The so-called Arab Spring that Obama hoped would bring democracy to the Middle East turned out to be a disappointment. Elections in Egypt led to the Muslim Brotherhood taking power under the leadership of Mohamed Morsi in 2012, but just a year later he was ousted by General Abdel Fattah el-Sisi in a coup d’état.
The Joint Comprehensive Plan of Action implemented in 2016, which was intended to rein in Iran’s nuclear ambitions, has to all intents and purposes failed, and Iran has since rolled back its compliance with the deal’s operational limits.

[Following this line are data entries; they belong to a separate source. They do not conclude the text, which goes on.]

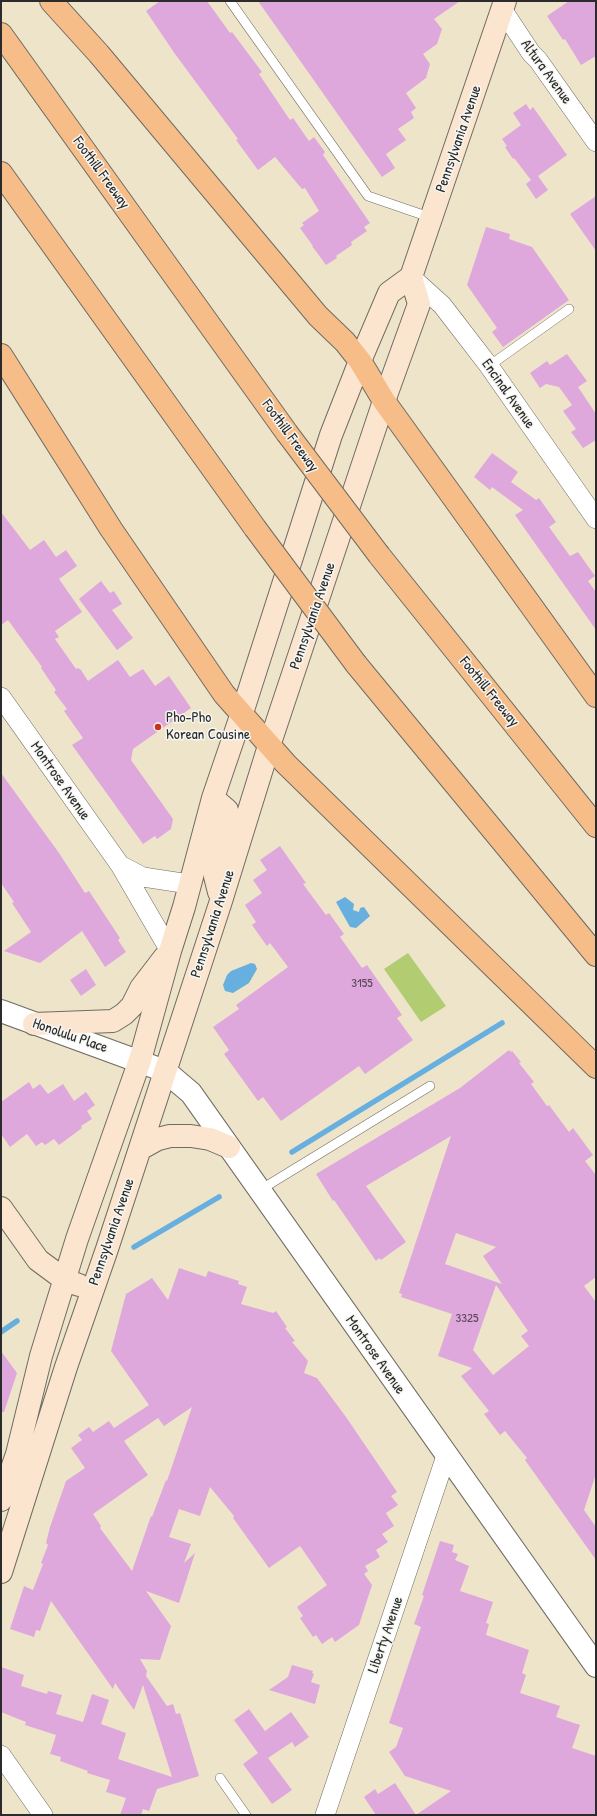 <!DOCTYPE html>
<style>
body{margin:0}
#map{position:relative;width:597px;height:1816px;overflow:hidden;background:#eee4ca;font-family:"Patrick Hand",sans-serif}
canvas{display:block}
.frame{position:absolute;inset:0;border:2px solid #2b2b2b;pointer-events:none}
</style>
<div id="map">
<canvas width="597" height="1816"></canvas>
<div class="frame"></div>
</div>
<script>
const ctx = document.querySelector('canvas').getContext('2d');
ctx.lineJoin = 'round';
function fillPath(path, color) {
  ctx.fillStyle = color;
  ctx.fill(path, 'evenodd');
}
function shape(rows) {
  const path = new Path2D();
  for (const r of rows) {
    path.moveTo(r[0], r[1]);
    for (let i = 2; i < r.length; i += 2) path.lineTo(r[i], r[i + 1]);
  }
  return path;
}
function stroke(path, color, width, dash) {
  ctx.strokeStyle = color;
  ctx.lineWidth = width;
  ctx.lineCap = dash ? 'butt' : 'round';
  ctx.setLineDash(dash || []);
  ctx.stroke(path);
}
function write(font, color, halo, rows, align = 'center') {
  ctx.font = font + ' "Patrick Hand",sans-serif';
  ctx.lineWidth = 3;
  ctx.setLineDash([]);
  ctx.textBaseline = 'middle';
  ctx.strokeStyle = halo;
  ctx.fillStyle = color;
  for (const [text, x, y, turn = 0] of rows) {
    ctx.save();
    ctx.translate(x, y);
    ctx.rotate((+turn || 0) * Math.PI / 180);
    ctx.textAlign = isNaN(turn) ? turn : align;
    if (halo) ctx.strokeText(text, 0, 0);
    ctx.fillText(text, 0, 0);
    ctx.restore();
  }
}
fillPath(shape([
 [408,953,446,1006,421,1022,384,969]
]), '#b2cc71');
fillPath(shape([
 [345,897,354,904,353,910,359,912,360,908,364,907,370,916,356,928,350,927,336,902],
 [251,963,255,964,257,969,249,983,233,993,225,991,223,985,227,975,231,971]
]), '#66afde');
stroke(shape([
 [292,1152,502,1023],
 [134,1247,219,1197],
 [1,1332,17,1321]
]), '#66afde', 5.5);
fillPath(shape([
 [160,1,207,1,230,33,232,32,262,72,259,74,290,120,293,118,309,141,314,137,325,152,323,155,370,223,364,227,367,231,351,242,352,245,336,256,337,258,326,265,312,246,313,246,300,228,304,225,302,223,319,211,305,188,302,189,275,157,258,170,236,140,238,139,175,54,146,11],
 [258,1,460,1,434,19,442,29,437,44,423,54,430,64,426,78,406,93,416,108,411,112,414,118,398,129,406,140,386,154,395,168,382,177],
 [569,1,596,1,596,56,581,65,565,39,563,40,547,16],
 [526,104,530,110,533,107,567,155,538,176,548,190,536,199,526,184,531,180,514,158,513,159,505,147,507,146,502,139,521,125,513,113],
 [596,196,596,251,570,214],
 [486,227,510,234,509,239,532,247,569,300,503,347,492,332,497,328,467,285],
 [567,354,587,381,578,387,596,414,596,440,583,448,571,432,576,429,563,411,572,405,559,387,546,384,540,388,530,373,547,361,550,365],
 [492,453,518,472,511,482,536,500,539,498,556,522,549,527,570,556,578,552,595,576,588,581,596,592,596,630,515,515,523,510,492,487,490,490,474,477],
 [1,512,30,550,44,540,56,557,66,550,77,566,59,579,82,612,55,631,59,637,55,639,76,669,78,668,81,670,88,681,118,660,130,677,143,669,155,686,169,676,191,708,133,749,131,760,173,819,171,829,157,839,155,836,143,844,72,745,83,738,64,711,67,709,54,692,56,690,41,668,42,667,8,620,1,625],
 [101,581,110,593,114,591,122,604,112,610,133,638,117,650,79,599],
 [1,773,59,853,85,893,89,891,120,938,118,940,126,952,105,967,82,931,40,963,4,951,31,932,12,903,14,902,1,883],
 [280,846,306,883,303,884,326,915,329,913,344,934,340,937,362,968,367,965,402,1015,397,1018,413,1040,365,1074,359,1066,281,1121,263,1097,258,1101,232,1065,224,1054,229,1050,213,1027,239,1009,236,1005,288,967,270,943,267,946,252,925,256,922,245,905,262,893,253,880,267,870,260,860],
 [86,969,96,985,81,996,70,980],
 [509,1050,511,1052,512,1051,521,1062,519,1063,534,1082,531,1084,547,1106,549,1105,569,1132,573,1128,593,1155,585,1161,596,1175,596,1277,584,1286,596,1302,596,1474,584,1510,596,1527,596,1560,525,1460,527,1458,505,1431,500,1435,484,1414,489,1411,461,1376,472,1368,438,1356,452,1314,401,1297,402,1294,399,1293,451,1136,366,1186,406,1242,381,1260,379,1258,376,1261,334,1200,333,1201,316,1174,460,1088],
 [456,1233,496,1247,483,1256,502,1284,445,1264],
 [496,1285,528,1331,521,1336,529,1346,493,1375,473,1350],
 [29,1082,33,1089,40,1084,48,1094,63,1084,74,1101,86,1092,95,1105,87,1111,92,1119,81,1126,82,1128,59,1145,54,1139,45,1145,42,1142,36,1146,27,1134,10,1147,1,1134,1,1102],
 [179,1268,206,1277,208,1271,239,1281,238,1284,247,1287,241,1304,273,1313,276,1311,287,1327,285,1328,295,1341,292,1342,308,1361,304,1373,317,1378,346,1417,397,1492,391,1496,398,1505,386,1513,394,1526,382,1534,388,1542,376,1550,380,1557,365,1566,368,1571,364,1574,372,1585,359,1625,335,1642,332,1637,322,1644,316,1635,313,1637,300,1618,303,1616,297,1607,327,1585,300,1546,269,1568,233,1518,234,1516,210,1487,200,1516,179,1509,169,1537,191,1544,184,1563,195,1553,179,1603,146,1591,171,1626,160,1660,140,1659,147,1671,146,1676,167,1706,173,1704,176,1714,180,1713,199,1776,157,1789,149,1811,143,1809,141,1815,120,1815,126,1798,106,1792,110,1780,87,1773,88,1771,60,1761,61,1757,50,1754,56,1735,25,1725,26,1722,1,1712,1,1667,24,1675,21,1686,47,1694,48,1691,62,1695,56,1714,83,1722,92,1694,109,1700,101,1724,126,1733,118,1759,172,1777,143,1685,134,1710,115,1683,113,1689,51,1601,40,1631,36,1630,34,1637,10,1629,24,1586,33,1590,43,1564,41,1563,48,1545,46,1543,50,1527,66,1481,85,1468,71,1448,82,1440,78,1435,89,1427,93,1432,109,1421,114,1428,149,1405,111,1351,126,1294,152,1278,168,1300],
 [192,1407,167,1481,166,1480,152,1517,151,1516,132,1571,100,1528,101,1526,93,1514,148,1475,124,1441,158,1418,164,1426],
 [1,1351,17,1373,4,1412,1,1412],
 [440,1541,454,1545,452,1552,458,1554,455,1560,469,1566,460,1591,493,1602,486,1623,489,1624,486,1635,529,1650,522,1673,526,1675,520,1693,560,1706,556,1717,580,1725,572,1748,596,1756,596,1815,376,1815,364,1797,375,1789,378,1794,395,1783,416,1815,451,1791,405,1776,389,1752,396,1747,403,1728,389,1723,421,1627,414,1624,424,1596,422,1595],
 [292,1665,313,1671,312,1673,314,1674,311,1682,320,1685,315,1704,269,1690,288,1677],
 [249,1709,265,1731,291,1712,309,1737,295,1747,292,1742,268,1758,292,1790,272,1804,243,1764,258,1753,234,1720]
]), '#dea8dc');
const service = shape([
 [230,1,368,196,432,218],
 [489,366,569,309],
 [260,1190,430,1086],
 [220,1778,246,1815]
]);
const minor = shape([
 [502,9,531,53,538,60,596,142],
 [411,277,442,305,449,314,489,366,596,519],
 [1,697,120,865,170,951],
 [120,865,143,877,189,884],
 [1,1755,43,1815],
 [325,1815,446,1456]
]);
const tertiary = shape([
 [1,1011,165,1071,191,1093,596,1666]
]);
const secondary = shape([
 [213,798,227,810,228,819,217,858,215,876,219,892],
 [34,1024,113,1021,124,1014,132,1006,141,988,164,958],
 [140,1149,158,1139,170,1136,191,1136,210,1139,229,1147],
 [1,1208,38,1260,65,1280,79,1285],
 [1,1500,17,1454,41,1356,77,1239,140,1060,170,951,184,907,213,798,242,713,331,435,360,361,389,293,411,277,505,1],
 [1,1572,66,1367,107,1249,221,901,269,746,384,401,419,304,411,277]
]);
const motorway = shape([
 [51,1,99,54,318,316,345,342,360,361,384,401,596,696],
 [1,34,287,433],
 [1,173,255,528],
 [1,355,111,529,224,694,286,764,596,1067],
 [379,555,596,826],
 [356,664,596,955]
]);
stroke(service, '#6f6c63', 10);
stroke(minor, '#6f6c63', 20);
stroke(tertiary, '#6f6c63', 24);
stroke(secondary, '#6f6c63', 24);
stroke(motorway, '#6f6c63', 24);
stroke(service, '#fff', 9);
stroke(minor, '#fff', 19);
stroke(tertiary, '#fff', 22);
stroke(secondary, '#fce5cf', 22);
stroke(motorway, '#f7bd88', 22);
const motorwayBridge = shape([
 [287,433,379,555],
 [255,528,356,664]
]);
stroke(motorwayBridge, '#6f6c63', 24, []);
stroke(motorwayBridge, '#f7bd88', 22);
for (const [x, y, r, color] of [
 [158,727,4,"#c8321e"]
]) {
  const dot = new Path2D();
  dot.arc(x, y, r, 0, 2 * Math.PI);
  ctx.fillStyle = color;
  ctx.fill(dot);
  stroke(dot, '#f6f6f2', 1.5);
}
write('13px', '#584a57', null, [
 ["3155",362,984],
 ["3325",467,1319]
]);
write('15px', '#2b2b2b', '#f6f6f2', [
 ["Altura Avenue",546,72,54],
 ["Pennsylvania Avenue",459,139,-71],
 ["Foothill Freeway",101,173,54],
 ["Encinal Avenue",508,394,55],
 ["Foothill Freeway",290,436,54],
 ["Pennsylvania Avenue",313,616,-71],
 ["Foothill Freeway",489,692,51],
 ["Montrose Avenue",60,781,55],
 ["Pennsylvania Avenue",213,924,-72],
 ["Honolulu Place",70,1036,19],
 ["Pennsylvania Avenue",112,1232,-71],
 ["Montrose Avenue",375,1355,55],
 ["Liberty Avenue",386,1635,-71]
]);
write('15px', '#2b2b2b', '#f6f6f2', [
 ["Pho-Pho",166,718],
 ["Korean Cousine",166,735]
], 'left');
</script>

Any prospect of a two-state solution bringing the conflict between the Palestinians and Israel to an end is further away than ever. Gaza and the West Bank are in effect two separate and independent political entities. The Palestinians have never been prepared to forego the right of return for the descendants of refugees of the 1948 war, and no Palestinian leader had the courage to agree to the offers made by former Israeli prime ministers Rabin, Barak and Olmert.

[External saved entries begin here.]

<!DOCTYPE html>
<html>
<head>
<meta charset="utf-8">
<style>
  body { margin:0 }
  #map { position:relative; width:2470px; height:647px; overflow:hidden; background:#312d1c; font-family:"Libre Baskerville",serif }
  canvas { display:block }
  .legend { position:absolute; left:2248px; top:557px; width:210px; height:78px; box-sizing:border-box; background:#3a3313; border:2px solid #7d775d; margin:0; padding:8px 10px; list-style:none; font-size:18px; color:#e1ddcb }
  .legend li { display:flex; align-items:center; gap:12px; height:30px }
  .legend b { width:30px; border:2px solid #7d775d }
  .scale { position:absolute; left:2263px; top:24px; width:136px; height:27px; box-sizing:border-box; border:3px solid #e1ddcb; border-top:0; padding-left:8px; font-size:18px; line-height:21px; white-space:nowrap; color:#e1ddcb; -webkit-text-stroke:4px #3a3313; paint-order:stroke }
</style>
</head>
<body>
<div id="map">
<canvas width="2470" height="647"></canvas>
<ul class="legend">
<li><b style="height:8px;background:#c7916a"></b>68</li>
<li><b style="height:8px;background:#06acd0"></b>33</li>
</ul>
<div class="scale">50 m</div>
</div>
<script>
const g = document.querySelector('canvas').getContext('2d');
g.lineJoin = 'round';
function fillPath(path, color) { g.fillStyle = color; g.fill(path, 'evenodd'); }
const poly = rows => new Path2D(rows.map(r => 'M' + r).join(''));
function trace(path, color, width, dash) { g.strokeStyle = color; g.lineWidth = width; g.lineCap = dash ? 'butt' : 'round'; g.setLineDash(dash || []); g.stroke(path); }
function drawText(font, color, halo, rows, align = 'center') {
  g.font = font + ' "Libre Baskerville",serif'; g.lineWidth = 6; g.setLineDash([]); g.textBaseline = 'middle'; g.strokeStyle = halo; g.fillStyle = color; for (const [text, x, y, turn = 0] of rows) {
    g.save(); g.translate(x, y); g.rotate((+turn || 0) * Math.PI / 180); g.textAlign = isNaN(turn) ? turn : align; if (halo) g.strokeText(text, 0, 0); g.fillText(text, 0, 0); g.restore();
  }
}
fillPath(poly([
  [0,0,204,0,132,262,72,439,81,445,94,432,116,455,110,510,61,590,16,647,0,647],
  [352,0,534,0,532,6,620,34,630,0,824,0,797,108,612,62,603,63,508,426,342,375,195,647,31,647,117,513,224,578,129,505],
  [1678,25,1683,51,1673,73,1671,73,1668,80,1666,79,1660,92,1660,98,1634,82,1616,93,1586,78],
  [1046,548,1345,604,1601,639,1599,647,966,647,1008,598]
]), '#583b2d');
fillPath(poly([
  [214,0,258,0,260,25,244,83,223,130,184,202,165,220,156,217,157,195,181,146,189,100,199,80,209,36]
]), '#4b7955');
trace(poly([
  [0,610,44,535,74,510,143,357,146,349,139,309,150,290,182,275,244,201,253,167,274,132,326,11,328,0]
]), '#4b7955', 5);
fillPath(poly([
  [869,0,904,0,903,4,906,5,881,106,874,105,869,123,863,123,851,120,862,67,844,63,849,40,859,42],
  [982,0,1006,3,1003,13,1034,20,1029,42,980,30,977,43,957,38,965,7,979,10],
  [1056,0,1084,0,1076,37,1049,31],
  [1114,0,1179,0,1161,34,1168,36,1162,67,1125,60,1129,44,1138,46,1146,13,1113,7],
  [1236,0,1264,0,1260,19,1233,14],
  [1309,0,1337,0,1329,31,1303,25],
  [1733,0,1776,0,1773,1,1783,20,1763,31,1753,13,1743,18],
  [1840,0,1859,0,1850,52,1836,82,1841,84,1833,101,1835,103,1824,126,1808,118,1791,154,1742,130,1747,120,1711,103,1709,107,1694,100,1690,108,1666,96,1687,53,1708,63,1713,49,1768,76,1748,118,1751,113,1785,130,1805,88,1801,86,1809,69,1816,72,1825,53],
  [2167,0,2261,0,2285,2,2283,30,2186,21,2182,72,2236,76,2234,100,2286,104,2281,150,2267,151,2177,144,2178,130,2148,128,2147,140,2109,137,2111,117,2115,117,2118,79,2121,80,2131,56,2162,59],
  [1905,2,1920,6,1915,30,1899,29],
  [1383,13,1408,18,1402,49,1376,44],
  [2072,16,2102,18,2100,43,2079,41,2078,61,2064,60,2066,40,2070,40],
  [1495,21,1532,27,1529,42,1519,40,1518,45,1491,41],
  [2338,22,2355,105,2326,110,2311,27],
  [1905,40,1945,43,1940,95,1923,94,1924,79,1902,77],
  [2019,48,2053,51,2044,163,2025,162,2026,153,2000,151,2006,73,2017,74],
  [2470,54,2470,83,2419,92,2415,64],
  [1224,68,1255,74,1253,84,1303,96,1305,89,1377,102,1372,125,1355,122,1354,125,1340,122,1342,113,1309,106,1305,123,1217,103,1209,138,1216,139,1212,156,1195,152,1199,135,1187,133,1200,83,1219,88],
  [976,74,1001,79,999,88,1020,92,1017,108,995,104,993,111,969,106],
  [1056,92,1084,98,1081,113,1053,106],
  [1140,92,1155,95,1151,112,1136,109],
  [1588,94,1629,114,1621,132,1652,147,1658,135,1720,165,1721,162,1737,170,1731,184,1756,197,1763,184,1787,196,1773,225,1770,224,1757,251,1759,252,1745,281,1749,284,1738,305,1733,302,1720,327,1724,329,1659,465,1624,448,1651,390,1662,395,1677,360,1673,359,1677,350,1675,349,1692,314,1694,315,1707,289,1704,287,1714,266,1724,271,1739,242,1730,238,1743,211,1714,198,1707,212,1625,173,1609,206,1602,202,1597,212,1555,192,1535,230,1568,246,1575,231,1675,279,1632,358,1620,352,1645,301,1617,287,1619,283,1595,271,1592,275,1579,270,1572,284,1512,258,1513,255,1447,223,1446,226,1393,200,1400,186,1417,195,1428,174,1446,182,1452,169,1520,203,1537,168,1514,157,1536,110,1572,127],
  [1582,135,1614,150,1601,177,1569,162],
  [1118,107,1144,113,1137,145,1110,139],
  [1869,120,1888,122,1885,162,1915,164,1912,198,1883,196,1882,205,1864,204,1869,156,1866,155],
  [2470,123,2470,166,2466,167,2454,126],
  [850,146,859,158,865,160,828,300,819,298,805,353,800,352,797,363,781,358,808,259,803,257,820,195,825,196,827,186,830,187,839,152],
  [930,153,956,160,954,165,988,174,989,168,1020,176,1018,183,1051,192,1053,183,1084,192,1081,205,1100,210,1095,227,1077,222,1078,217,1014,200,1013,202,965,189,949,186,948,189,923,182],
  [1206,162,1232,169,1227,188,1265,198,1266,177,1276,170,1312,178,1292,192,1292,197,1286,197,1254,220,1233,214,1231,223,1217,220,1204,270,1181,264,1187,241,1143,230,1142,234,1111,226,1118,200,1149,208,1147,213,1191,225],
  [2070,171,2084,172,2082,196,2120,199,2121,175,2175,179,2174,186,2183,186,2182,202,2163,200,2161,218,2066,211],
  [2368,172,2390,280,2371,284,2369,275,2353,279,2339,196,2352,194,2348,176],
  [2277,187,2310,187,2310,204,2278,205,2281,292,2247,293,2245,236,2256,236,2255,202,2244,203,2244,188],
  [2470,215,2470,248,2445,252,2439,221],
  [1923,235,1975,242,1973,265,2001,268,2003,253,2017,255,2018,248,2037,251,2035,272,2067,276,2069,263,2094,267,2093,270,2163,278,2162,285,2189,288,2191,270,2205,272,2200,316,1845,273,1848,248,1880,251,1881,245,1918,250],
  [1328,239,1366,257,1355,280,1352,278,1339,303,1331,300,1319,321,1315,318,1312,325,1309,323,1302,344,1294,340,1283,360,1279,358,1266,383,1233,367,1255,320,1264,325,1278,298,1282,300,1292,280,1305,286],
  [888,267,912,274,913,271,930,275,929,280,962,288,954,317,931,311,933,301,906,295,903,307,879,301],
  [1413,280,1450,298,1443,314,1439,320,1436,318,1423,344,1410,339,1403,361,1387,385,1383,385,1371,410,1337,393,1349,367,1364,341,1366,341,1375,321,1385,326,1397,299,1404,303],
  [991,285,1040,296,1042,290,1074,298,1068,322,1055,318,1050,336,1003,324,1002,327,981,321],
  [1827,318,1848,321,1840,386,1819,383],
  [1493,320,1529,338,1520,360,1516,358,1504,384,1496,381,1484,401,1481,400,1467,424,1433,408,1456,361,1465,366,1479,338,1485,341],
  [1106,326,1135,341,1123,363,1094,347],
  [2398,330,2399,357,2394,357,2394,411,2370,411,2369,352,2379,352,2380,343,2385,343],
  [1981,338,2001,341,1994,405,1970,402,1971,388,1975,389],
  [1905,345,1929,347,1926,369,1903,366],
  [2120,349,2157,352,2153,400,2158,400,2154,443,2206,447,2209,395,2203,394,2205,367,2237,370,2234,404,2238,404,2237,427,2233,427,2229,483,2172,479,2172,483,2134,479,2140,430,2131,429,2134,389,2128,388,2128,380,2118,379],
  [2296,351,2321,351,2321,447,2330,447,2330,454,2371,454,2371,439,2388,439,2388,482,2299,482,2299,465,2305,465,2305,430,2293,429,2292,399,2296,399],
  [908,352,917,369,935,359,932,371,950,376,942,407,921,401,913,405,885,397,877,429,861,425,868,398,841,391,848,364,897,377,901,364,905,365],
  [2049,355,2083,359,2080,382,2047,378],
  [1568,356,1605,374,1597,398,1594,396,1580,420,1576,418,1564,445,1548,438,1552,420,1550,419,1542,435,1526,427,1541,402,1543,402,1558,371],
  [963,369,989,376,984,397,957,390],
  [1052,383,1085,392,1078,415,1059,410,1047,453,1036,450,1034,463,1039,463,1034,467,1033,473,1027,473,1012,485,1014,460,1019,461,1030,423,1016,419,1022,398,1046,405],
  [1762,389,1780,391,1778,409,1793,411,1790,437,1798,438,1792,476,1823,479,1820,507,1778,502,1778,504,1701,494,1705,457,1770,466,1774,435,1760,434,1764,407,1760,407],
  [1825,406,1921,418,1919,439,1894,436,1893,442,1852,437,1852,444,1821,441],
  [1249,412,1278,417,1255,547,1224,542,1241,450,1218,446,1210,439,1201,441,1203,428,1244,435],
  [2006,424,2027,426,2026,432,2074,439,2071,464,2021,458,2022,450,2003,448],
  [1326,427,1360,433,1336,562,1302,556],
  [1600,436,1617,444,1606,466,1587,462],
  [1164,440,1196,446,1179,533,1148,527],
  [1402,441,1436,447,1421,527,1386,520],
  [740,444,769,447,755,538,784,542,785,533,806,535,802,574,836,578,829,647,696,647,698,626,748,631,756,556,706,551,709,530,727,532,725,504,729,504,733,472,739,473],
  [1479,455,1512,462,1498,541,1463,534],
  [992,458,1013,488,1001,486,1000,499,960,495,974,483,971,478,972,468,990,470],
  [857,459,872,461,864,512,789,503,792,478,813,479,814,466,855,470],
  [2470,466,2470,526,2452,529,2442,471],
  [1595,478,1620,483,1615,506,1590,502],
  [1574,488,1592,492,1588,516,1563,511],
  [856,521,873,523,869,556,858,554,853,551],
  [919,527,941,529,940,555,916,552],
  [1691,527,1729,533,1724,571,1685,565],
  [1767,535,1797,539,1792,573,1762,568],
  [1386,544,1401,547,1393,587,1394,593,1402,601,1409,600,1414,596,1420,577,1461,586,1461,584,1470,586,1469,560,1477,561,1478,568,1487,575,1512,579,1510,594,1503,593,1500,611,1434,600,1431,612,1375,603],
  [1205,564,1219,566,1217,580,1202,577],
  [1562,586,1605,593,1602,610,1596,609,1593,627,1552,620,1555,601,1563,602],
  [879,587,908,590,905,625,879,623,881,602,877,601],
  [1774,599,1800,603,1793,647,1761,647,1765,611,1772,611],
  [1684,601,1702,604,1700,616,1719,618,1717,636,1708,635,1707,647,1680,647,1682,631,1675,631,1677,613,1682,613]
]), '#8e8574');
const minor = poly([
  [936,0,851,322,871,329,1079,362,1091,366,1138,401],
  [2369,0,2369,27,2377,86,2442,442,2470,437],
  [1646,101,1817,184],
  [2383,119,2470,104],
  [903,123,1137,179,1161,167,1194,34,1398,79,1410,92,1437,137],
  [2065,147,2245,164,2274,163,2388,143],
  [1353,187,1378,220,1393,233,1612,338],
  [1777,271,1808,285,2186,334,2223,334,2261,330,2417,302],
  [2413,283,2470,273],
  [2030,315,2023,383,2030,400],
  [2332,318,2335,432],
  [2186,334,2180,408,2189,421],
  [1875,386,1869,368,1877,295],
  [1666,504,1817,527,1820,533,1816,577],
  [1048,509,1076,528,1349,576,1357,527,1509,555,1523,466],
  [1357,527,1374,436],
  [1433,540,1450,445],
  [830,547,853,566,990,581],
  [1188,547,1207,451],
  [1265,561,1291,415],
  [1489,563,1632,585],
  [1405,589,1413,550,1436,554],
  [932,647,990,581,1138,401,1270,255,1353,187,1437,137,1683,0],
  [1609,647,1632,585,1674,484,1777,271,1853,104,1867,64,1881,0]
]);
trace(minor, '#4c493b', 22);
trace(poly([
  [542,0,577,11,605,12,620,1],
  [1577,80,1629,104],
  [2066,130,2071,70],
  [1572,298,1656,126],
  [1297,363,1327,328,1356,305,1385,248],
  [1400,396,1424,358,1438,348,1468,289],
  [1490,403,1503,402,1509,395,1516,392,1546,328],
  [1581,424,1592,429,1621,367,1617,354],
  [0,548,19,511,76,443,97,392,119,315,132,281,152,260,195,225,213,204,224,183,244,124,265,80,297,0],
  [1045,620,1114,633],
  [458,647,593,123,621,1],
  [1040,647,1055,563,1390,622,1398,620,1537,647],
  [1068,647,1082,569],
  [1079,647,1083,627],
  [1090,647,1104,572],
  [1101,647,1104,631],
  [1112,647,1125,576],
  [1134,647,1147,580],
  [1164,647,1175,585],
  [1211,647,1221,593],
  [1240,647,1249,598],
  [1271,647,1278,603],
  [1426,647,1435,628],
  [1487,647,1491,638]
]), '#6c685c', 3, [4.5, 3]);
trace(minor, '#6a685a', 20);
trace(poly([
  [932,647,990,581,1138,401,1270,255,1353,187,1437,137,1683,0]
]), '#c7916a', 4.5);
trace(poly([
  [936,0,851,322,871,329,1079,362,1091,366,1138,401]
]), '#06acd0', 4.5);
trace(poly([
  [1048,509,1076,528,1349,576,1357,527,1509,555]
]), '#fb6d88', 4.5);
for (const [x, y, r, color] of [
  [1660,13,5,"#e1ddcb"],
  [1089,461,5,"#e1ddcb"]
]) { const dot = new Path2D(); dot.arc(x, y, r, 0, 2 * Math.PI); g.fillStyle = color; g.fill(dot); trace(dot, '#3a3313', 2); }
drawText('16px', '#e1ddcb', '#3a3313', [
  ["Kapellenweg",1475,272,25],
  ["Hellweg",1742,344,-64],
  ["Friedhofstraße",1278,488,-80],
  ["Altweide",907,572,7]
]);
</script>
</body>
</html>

The political reality in Israel has also changed. The Labor party, which back in the days of Yitzhak Rabin held 44 seats in the 120-seat Knesset, would be unlikely to pass the threshold were elections to be held today.
Every opinion poll has demonstrated that Israel’s next government, just like the previous one, will be center-right in its political orientation making the prospect of a two-state solution, even were that to be on the cards, increasingly unlikely.
On a more optimistic note, a delegation from the United Arab Emirates and Bahrain took part in a Chanukah candle-lighting ceremony at the Western Wall this week. That would have been unthinkable even six months ago, but things are changing. And they are changing fast.
During Trump’s presidency, with all of its problems, diplomatic relations were established with the United Arab Emirates, Bahrain, Sudan and Morocco. Oman may well be next in line, and an historic meeting took place at the end of November between Israel’s prime minister and Saudi Arabia’s crown prince sending a strong signal to allies and enemies alike that the two countries remain deeply committed to containing their common enemy, Iran.
Israel is no longer an isolated Jewish State in the Middle East surrounded by enemies. It enjoys diplomatic relations with a growing number of Arab Muslim states, who have put the Palestinian conflict on the back burner as they line up to address the threat posed by a nuclear Iran.